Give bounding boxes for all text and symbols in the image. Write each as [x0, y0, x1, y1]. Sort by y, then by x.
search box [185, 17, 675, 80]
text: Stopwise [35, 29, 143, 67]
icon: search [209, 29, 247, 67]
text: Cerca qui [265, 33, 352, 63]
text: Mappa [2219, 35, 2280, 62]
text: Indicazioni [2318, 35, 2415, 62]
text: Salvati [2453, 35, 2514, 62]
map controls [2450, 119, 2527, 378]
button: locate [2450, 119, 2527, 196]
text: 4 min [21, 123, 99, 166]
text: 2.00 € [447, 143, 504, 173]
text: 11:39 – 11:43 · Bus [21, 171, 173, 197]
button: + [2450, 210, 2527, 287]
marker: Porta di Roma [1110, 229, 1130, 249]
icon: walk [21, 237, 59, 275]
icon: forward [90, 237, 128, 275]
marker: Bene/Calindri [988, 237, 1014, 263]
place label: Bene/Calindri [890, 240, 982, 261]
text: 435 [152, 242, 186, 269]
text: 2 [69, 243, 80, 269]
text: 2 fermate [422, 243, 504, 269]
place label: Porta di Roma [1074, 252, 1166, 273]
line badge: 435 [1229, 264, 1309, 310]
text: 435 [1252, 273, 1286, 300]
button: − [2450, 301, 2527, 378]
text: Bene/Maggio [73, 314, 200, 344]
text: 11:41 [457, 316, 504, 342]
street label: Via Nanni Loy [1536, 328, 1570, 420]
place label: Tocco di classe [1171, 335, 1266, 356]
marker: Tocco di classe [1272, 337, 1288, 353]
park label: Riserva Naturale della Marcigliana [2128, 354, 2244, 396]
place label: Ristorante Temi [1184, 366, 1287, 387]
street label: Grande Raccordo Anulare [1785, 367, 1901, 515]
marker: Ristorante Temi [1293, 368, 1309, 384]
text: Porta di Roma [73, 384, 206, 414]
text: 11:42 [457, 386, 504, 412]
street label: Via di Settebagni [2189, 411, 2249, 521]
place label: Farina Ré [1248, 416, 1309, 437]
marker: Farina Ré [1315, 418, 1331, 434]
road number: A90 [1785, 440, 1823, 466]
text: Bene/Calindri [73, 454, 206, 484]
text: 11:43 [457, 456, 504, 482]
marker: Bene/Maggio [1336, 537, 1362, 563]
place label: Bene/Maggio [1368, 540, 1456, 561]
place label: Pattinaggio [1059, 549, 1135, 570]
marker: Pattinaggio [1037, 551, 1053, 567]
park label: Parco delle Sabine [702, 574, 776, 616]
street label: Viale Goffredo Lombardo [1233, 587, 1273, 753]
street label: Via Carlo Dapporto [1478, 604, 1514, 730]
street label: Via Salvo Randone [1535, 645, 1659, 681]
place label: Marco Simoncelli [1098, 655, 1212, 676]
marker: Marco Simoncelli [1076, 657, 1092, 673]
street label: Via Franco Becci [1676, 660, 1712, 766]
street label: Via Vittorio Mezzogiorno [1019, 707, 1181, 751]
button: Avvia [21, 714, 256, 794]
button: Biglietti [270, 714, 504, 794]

-------

THE TASK: All of the data above should be reproduced exactly, with nothing missing.

TASK OUTPUT:
Give bounding boxes for all text and symbols in the image. Write each as [x0, y0, x1, y1]. Sort by y, then by x.
search box [185, 17, 675, 80]
text: Stopwise [35, 29, 143, 67]
icon: search [209, 29, 247, 67]
text: Cerca qui [265, 33, 352, 63]
text: Mappa [2219, 35, 2280, 62]
text: Indicazioni [2318, 35, 2415, 62]
text: Salvati [2453, 35, 2514, 62]
map controls [2450, 119, 2527, 378]
button: locate [2450, 119, 2527, 196]
text: 4 min [21, 123, 99, 166]
text: 2.00 € [447, 143, 504, 173]
text: 11:39 – 11:43 · Bus [21, 171, 173, 197]
button: + [2450, 210, 2527, 287]
marker: Porta di Roma [1110, 229, 1130, 249]
icon: walk [21, 237, 59, 275]
icon: forward [90, 237, 128, 275]
marker: Bene/Calindri [988, 237, 1014, 263]
place label: Bene/Calindri [890, 240, 982, 261]
text: 435 [152, 242, 186, 269]
text: 2 [69, 243, 80, 269]
text: 2 fermate [422, 243, 504, 269]
place label: Porta di Roma [1074, 252, 1166, 273]
line badge: 435 [1229, 264, 1309, 310]
text: 435 [1252, 273, 1286, 300]
button: − [2450, 301, 2527, 378]
text: Bene/Maggio [73, 314, 200, 344]
text: 11:41 [457, 316, 504, 342]
street label: Via Nanni Loy [1536, 328, 1570, 420]
place label: Tocco di classe [1171, 335, 1266, 356]
marker: Tocco di classe [1272, 337, 1288, 353]
park label: Riserva Naturale della Marcigliana [2128, 354, 2244, 396]
place label: Ristorante Temi [1184, 366, 1287, 387]
street label: Grande Raccordo Anulare [1785, 367, 1901, 515]
marker: Ristorante Temi [1293, 368, 1309, 384]
text: Porta di Roma [73, 384, 206, 414]
text: 11:42 [457, 386, 504, 412]
street label: Via di Settebagni [2189, 411, 2249, 521]
place label: Farina Ré [1248, 416, 1309, 437]
marker: Farina Ré [1315, 418, 1331, 434]
road number: A90 [1785, 440, 1823, 466]
text: Bene/Calindri [73, 454, 206, 484]
text: 11:43 [457, 456, 504, 482]
marker: Bene/Maggio [1336, 537, 1362, 563]
place label: Bene/Maggio [1368, 540, 1456, 561]
place label: Pattinaggio [1059, 549, 1135, 570]
marker: Pattinaggio [1037, 551, 1053, 567]
park label: Parco delle Sabine [702, 574, 776, 616]
street label: Viale Goffredo Lombardo [1233, 587, 1273, 753]
street label: Via Carlo Dapporto [1478, 604, 1514, 730]
street label: Via Salvo Randone [1535, 645, 1659, 681]
place label: Marco Simoncelli [1098, 655, 1212, 676]
marker: Marco Simoncelli [1076, 657, 1092, 673]
street label: Via Franco Becci [1676, 660, 1712, 766]
street label: Via Vittorio Mezzogiorno [1019, 707, 1181, 751]
button: Avvia [21, 714, 256, 794]
button: Biglietti [270, 714, 504, 794]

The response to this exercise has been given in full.